Have you ever seen liquid nitrogen stream through a metal tube out of a pressurized canister, only to freeze the particles in the air until it looks like the whole tube has been in a blizzard? I have, and it is awesome!
After running a few more tests yesterday to check the sensitivity of the detectors, today it was time to run a cold load to see how they were responding to heat. As soon as I walked in, Simon showed me a box he was constructing out of building foam and hot glue. I helped him add legs so it could stand on top of the cryostat, duct taped it together, and lined with with transparent plastic it wouldn’t block the waves they were trying to detect. A paper lining was added to absorb the thermal shock the box would receive when the liquid nitrogen was poured in, and we were ready to cool down the absorber inside to test the sensitivity of the detectors!
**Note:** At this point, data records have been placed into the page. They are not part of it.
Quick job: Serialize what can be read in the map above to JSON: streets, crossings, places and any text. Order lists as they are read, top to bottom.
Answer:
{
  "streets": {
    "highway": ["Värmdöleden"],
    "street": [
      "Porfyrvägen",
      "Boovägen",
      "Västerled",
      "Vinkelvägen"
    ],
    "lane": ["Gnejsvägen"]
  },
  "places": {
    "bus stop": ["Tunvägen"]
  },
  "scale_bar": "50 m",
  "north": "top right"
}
We put on lab coats and gloves in order to pour the liquid nitrogen safely, and went to work pouring enough so it wouldn’t evaporate (nitrogen evaporates at a VERY low temperature). Once there was enough in the cold load, I looked inside. It was room temperature and the nitrogen was boiling and evaporating into gas!
Sorry for the short video — for anyone who is curious, the noise is the helium pumps working to cool down the array with the detectors.
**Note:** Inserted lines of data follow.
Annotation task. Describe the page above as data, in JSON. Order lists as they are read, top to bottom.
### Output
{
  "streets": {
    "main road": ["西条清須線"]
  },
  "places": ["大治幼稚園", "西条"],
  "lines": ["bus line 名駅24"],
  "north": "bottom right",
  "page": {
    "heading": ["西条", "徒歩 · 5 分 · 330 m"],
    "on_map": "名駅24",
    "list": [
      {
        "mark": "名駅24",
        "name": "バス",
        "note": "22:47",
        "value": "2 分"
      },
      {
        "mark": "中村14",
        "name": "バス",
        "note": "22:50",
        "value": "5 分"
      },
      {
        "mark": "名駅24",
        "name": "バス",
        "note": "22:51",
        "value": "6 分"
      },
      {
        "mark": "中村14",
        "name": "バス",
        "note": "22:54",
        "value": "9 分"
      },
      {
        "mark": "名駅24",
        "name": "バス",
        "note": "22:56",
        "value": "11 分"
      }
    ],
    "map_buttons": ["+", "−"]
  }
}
Simon slid a higher temperature under the cold load and then took it out again and we noted the changes in the graph of what the detectors were “seeing” in terms of temperature. I don’t have a picture of the graph, but there were definitely changes when the hotter object was moved around.
After doing a few tests with the liquid nitrogen cold load, we added liquid alcohol we had gotten from the chemistry department to make another temperature load. The alcohol caused the liquid nitrogen to evaporate and tiny bubbles of frozen alcohol (also an extremely low freezing point) formed inside the box.
A few more tests were run, and I had seen my first cold load with temperature sensitivity data in action!